Stored items:
____

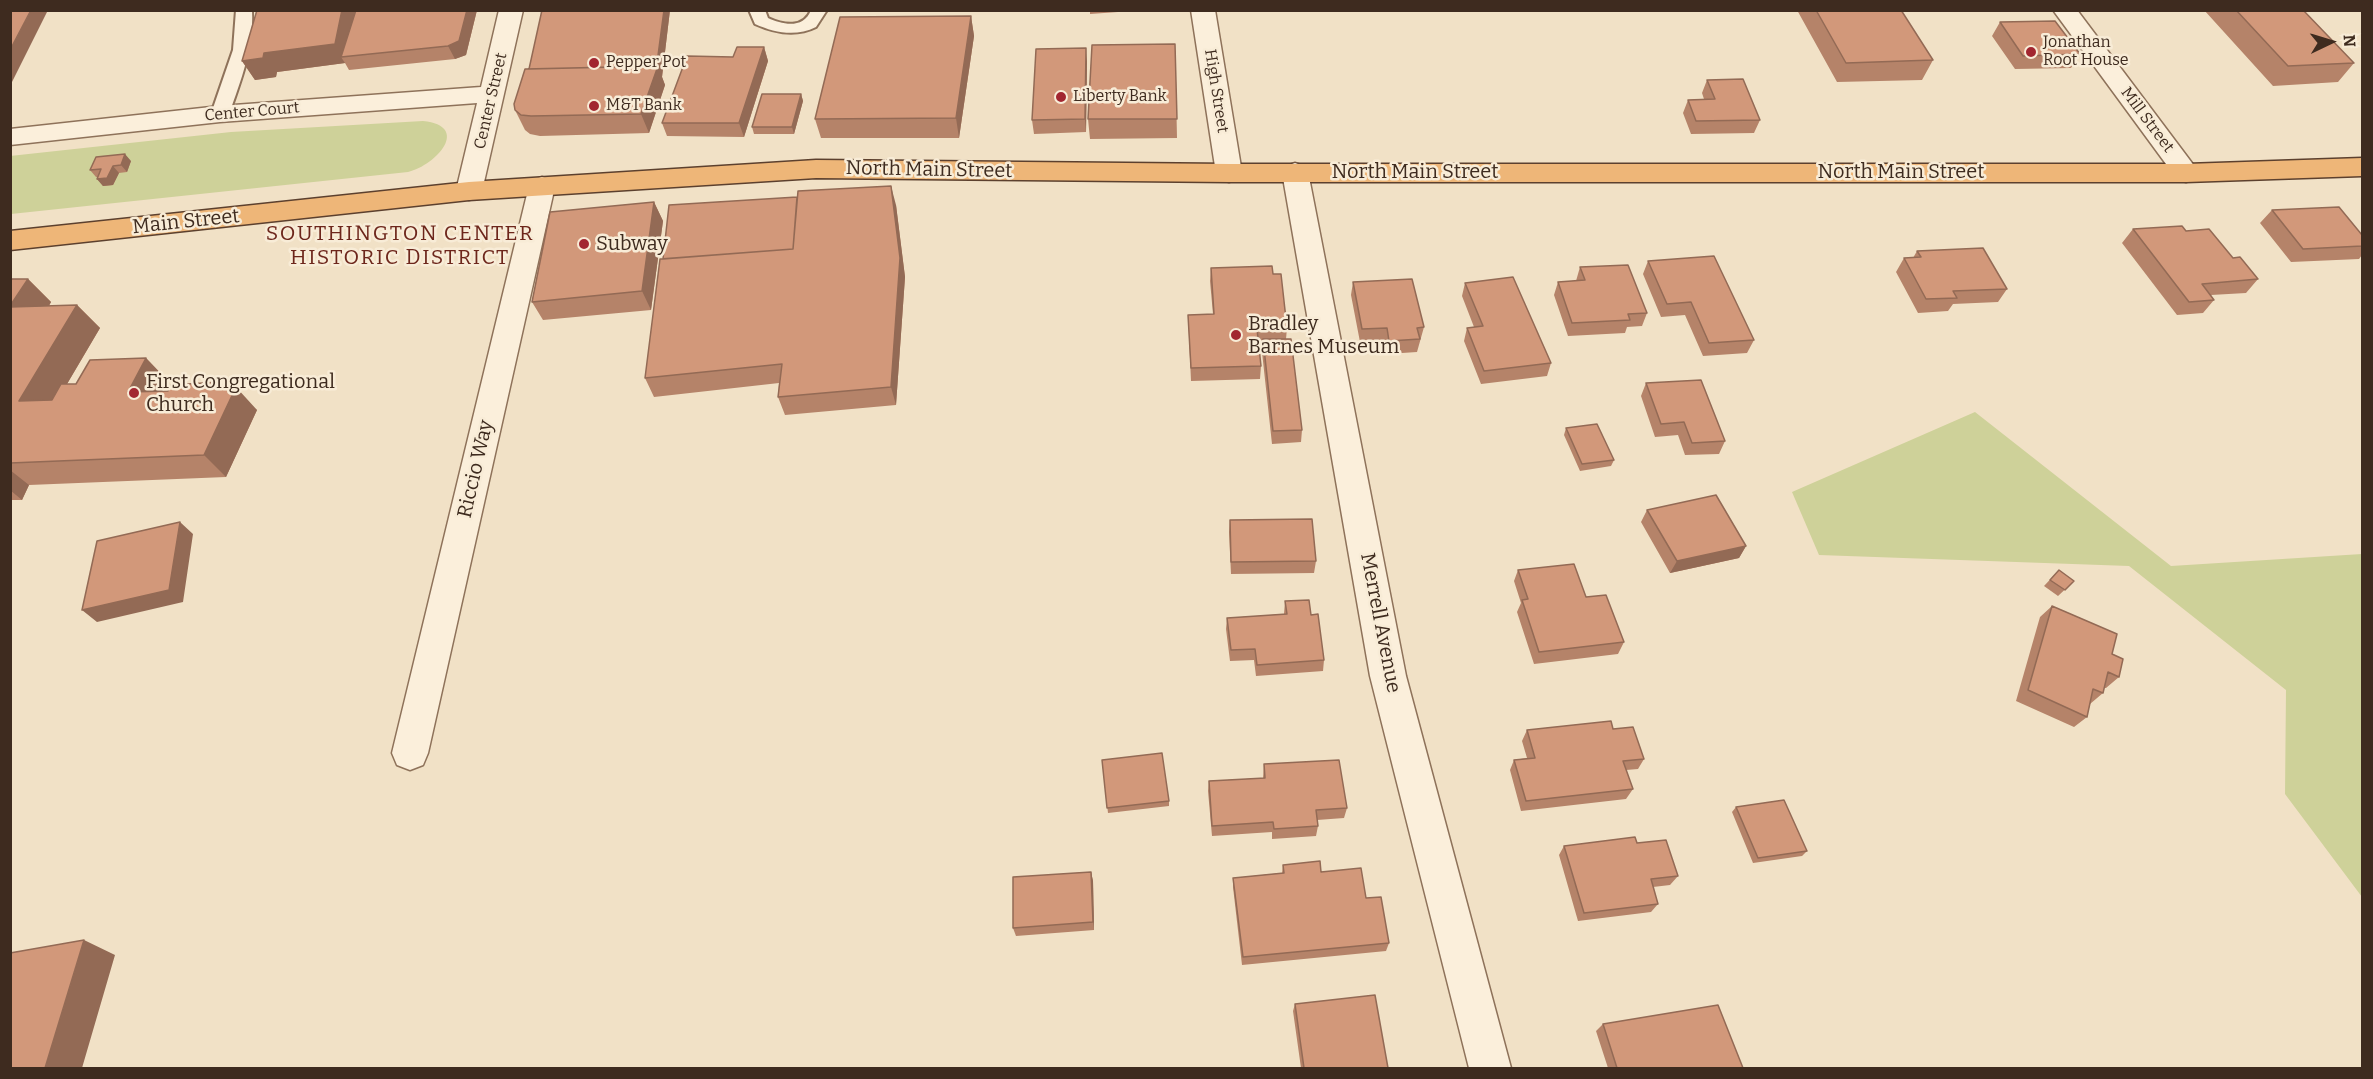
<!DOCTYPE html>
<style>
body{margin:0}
#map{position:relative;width:2373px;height:1079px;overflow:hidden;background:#f1e1c6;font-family:Bitter,serif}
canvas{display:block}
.frame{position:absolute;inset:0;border:12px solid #3e2b1f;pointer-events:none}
.north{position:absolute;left:2301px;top:12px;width:60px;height:60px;-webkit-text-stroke:4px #f8ecd7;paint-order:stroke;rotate:86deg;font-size:16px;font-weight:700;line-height:24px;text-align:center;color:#3e2b1f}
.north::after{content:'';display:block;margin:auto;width:21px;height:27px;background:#3e2b1f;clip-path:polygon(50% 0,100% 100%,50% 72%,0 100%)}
</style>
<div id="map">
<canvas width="2373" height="1079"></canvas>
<div class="frame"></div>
<div class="north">N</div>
</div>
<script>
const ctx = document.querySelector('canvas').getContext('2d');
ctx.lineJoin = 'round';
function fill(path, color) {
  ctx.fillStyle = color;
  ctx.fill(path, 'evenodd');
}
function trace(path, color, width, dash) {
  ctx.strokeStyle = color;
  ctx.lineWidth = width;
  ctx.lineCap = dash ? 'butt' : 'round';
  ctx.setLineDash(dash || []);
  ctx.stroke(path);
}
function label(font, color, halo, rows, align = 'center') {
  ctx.font = font + ' Bitter,serif';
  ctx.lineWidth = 5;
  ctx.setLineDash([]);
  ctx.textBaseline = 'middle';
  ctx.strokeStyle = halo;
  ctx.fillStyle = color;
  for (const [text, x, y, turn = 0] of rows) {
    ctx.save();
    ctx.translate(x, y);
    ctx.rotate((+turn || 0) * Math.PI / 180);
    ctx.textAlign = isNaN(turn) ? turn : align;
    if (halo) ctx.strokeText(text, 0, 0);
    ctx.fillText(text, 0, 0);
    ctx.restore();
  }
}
fill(new Path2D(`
 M423,121C471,126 437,165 408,172L11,214L10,156L231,132Z
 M1975,412L2171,566L2362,554V897L2285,794L2286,690L2129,566L1819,555L1792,492Z`), '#ced199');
const service = new Path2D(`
 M236,10H252C254,47 241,80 229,114L226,118H214L211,114L233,50Z
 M749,10H765L768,18C783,25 804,29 811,10H827L816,27C796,37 775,33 755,24Z`);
const minor = new Path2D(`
 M499,10H523L482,191L478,197L469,200L460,197L456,191L477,103L220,122L10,145V129L220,106L481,87Z
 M1191,10H1215L1242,173L1238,179L1229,182L1220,179L1216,173Z
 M2053,10H2077L2195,167L2199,173L2195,179L2186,182L2177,179Z
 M1295,163L1304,166L1308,172L1406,676L1511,1068H1469L1370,676L1282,172L1286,166Z
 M542,177L551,180L555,186L428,753L423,765L410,770L397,765L392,753L529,186L533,180Z`);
const trunk = new Path2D(`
 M2362,158V176L2186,182H1229L816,178L469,200L10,250V231L469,182L816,160L1229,164H2186Z`);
trace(service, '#8e725a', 4);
trace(minor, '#8e725a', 3);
trace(trunk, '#5c402e', 3);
fill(service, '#fbefdb');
fill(minor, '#fbefdb');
fill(trunk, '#eeb678');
fill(new Path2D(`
 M477,10L466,55L455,59L349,70L345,63L277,72L276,77L255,80L242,61Z
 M542,10H670L662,77L665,85L649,133L540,136L530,134L525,130L515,110L529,69Z
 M1090,10H1118V12L1090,14Z
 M1797,10H1901L1933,60L1922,80L1837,82Z
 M2204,10H2303L2354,63L2338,82L2273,86Z
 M971,16L974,36L959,138H821L815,119Z
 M2000,22L2080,54L2071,68L2015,69L1992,36Z
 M1175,44L1177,138L1090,139L1088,119Z
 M764,47L768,61L744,137L667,136L662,123L733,57Z
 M1087,61L1086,132L1034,134L1032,120Z
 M1707,80L1760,120L1754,133L1691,134L1683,113L1688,100L1704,99L1702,93Z
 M801,94L803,101L794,134H754L752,127Z
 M131,161L127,172L119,173L113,185L103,186L97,179L98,177H96L90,170Z
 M654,202L663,221L651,310L543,320L532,302Z
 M896,205L905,277L896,405L785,415L778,397L779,383L654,397L645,378Z
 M2272,210L2362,235V255L2359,259L2291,262L2260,223Z
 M2133,229L2233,258L2258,279L2246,293L2211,295L2214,300L2203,313L2177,315L2122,243Z
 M1917,251L2007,289L1998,302L1953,304L1948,311L1918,313L1896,272L1904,258H1913Z
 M1648,261L1754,340L1747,353L1703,356L1685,315L1661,317L1643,274Z
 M1580,267L1647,313L1642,326L1627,327L1625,333L1568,336L1554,295L1558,282L1576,281Z
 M1211,268L1273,274L1287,328L1286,339L1302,430L1301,442L1272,444L1262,352L1263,341L1258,342L1261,366L1260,379L1191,381L1188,315L1213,314L1210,281Z
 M10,279H28L51,302L49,306L77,305L100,328L67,384H76L146,358L168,381L163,391L224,388L257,410L226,477L29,485L22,500H10Z
 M1353,282L1424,327L1417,352L1387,354L1384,341L1360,342L1351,295Z
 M1465,283L1551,363L1547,376L1481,384L1464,341L1467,328L1474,327L1462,296Z
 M1646,383L1725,441L1719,454L1685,455L1678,435L1655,437L1641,396Z
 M1566,428L1614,460L1611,466L1580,471L1564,435Z
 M1647,510L1746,546L1739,558L1670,573L1641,522Z
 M1230,520L1316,561L1314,573L1231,574L1229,532Z
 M1518,570L1624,642L1618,654L1534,664L1517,612L1521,603L1514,581Z
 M2059,570L2074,581L2058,596L2044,586Z
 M1285,601L1311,615L1324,660L1323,671L1256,676L1254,660L1230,661L1226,629L1227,618L1284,614Z
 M2052,606L2112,654L2119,677L2106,688H2104L2103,693L2090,704L2087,717L2074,727L2016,701L2040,617Z
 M1613,729L1644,759L1638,769L1626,770L1633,789L1626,799L1521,811L1510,770L1514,760L1527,758L1522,741L1527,730Z
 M1102,760L1169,801V806L1108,813Z
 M1264,764L1347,808L1344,818L1317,820L1318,826L1316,836L1272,839V832L1212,836L1208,791L1209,781L1263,778Z
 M1736,807L1807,851L1802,856L1753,863L1732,812Z
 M1637,843L1678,876L1670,885L1653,887L1658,904L1651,912L1578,921L1559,855L1564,846Z
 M1283,865L1321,872L1366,898L1389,943L1386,951L1242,965L1233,887V878L1282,873Z
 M1091,872L1093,881L1094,930L1016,936L1013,928Z
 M1295,1004L1388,1068H1301L1293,1011Z
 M1603,1024L1743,1068H1608L1596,1031Z`), '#b58369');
fill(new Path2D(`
 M31,10H48L10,86V50Z
 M342,10H358L341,57L345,63L277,72L276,77L255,80L242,61L264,53Z
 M467,10H477L466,55L455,59L448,46Z
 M664,10H670L662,77L657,63Z
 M971,16L974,36L959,138L956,118Z
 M764,47L768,61L744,137L739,123Z
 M1086,48L1087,61L1086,132L1085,119Z
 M658,66L665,85L649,133L641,114Z
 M801,94L803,101L794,134L792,127Z
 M125,154L131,161L127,172L121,165Z
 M113,166L119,173L113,185L103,186L97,179Z
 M891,186L896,205L905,277L896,405L891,387Z
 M654,202L663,221L651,310L642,291Z
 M28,279L51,302L34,330L10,308V306Z
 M77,305L100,328L44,423L19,401Z
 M146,358L168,381L150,415L128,392Z
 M220,382L232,396L236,387L257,410L226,477L204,455L217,388Z
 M10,470L29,485L22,500L10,490Z
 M180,522L193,534L183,602L97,622L82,610Z
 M1746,546L1739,558L1670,573L1677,561Z
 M1091,872L1093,881L1094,930L1093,922Z
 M84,940L115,955L82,1068H45Z`), '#936a55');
const building = new Path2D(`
 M10,10H31L10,50Z
 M257,10H342L335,44L264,53L263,58L242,61Z
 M356,10H467L459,41L448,46L341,57Z
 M542,10H664L657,63L617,67L529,69Z
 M1816,10H1901L1933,60L1846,63Z
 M2236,10H2303L2354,63L2288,66Z
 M971,16L956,118L815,119L840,17Z
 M2055,21L2080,54L2023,56L2000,22Z
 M1175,44L1177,119H1088L1092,45Z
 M737,47H764L739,123H662L687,56L733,57Z
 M1086,48L1085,119L1032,120L1036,49Z
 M658,66L641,114L531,116L521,115L515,110L514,104L525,69Z
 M1743,79L1760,120L1696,121L1688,100L1715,99L1707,80Z
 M762,94H801L792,127H752Z
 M125,154L121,165L113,166L107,178L97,179L101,169L90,170L96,157Z
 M891,186L900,258L891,387L778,397L782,364L645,378L660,259L793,249L798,191Z
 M797,197L793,249L663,259L669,205Z
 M654,202L642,291L532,302L550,212Z
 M2339,207L2362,235V246L2303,249L2272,210Z
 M2182,226L2186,231L2209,229L2233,258L2240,257L2258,279L2202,284L2214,300L2189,302L2133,229Z
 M1983,248L2007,289L1953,291L1957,298L1926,299L1904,258L1921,257L1917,251Z
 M1714,256L1754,340L1709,343L1691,302L1667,304L1648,261Z
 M1628,265L1647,313L1628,314L1630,320L1572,323L1558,282L1585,280L1580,267Z
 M1272,266L1273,274H1281L1287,328L1257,329L1261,366L1191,368L1188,315L1214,314L1211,268Z
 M1513,277L1551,363L1484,371L1467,328L1483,326L1465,283Z
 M10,279H28L10,306Z
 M1412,279L1424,327L1417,328L1420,339L1389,341L1387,328L1362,329L1353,282Z
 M77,305L19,401L52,400L61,384H76L90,360L146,358L128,392L168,391L171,385L220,382L217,388L236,387L204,455L10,463V307Z
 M1263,339H1291L1302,430L1273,431Z
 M1701,380L1725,441L1692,443L1684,422L1661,424L1646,383Z
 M1597,424L1614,460L1582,464L1566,428Z
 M1716,495L1746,546L1677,561L1647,510Z
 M1312,519L1316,561L1231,562L1230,520Z
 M180,522L169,590L82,610L97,541Z
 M1574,564L1586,597L1606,595L1624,642L1539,652L1522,600L1528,599L1518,570Z
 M2059,570L2074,581L2065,590L2050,580Z
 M1309,600L1311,615L1318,614L1324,660L1257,665L1255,649L1231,650L1227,618L1287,614L1285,601Z
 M2052,606L2117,634L2112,654L2123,659L2119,677L2108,672L2103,693L2093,689L2087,717L2028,690Z
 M1611,721L1613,729L1633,727L1644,759L1623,761L1633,789L1526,801L1514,760L1535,758L1527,730Z
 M1162,753L1169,801L1107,808L1102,760Z
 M1339,760L1347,808L1316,810L1318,826L1274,829L1273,822L1212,826L1209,781L1265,778L1264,764Z
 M1784,800L1807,851L1758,858L1736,807Z
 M1635,837L1637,843L1666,840L1678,876L1651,879L1658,904L1584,913L1564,846Z
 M1320,861L1321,872L1361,868L1366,898L1381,897L1389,943L1243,957L1233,878L1284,873L1283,865Z
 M1091,872L1093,922L1013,928V877Z
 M84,940L45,1068H10V953Z
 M1375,995L1388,1068H1304L1295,1004Z
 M1718,1005L1743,1068H1617L1603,1024Z`);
fill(building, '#d2987a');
trace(building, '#936a55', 1.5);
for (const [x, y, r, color] of [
 [2031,52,6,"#a22630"],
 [594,63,6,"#a22630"],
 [1061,97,6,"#a22630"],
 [594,106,6,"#a22630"],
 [584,244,6,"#a22630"],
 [1236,335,6,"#a22630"],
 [134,393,6,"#a22630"]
]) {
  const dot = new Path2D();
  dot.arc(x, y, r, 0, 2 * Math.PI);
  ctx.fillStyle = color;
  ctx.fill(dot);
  trace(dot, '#f8ecd7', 2);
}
label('16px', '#3e2b1f', '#f8ecd7', [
 ["Jonathan",2043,43],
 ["Root House",2043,61],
 ["Pepper Pot",606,63],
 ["Liberty Bank",1073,97],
 ["M&T Bank",606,106]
], 'left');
label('16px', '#3e2b1f', '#f8ecd7', [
 ["High Street",1216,91,81],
 ["Center Street",491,101,-77],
 ["Center Court",252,112,-5],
 ["Mill Street",2147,120,53]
]);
label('20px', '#3e2b1f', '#f8ecd7', [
 ["North Main Street",929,170,1],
 ["North Main Street",1415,172],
 ["North Main Street",1901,172],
 ["Main Street",186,222,-6],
 ["Riccio Way",476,469,-77],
 ["Merrell Avenue",1380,623,79]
]);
label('20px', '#3e2b1f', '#f8ecd7', [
 ["Subway",596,244],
 ["Bradley",1248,324],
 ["Barnes Museum",1248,347],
 ["First Congregational",146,382],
 ["Church",146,405]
], 'left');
ctx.letterSpacing = '1.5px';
label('21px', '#6d261b', '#f8ecd7', [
 ["SOUTHINGTON CENTER",400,234],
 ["HISTORIC DISTRICT",400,258]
]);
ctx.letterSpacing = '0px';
</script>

____

**TASK GOAL**
Report the number of lines in the records that hold "turn" and write no other words.

**WRITTEN REPLY**
3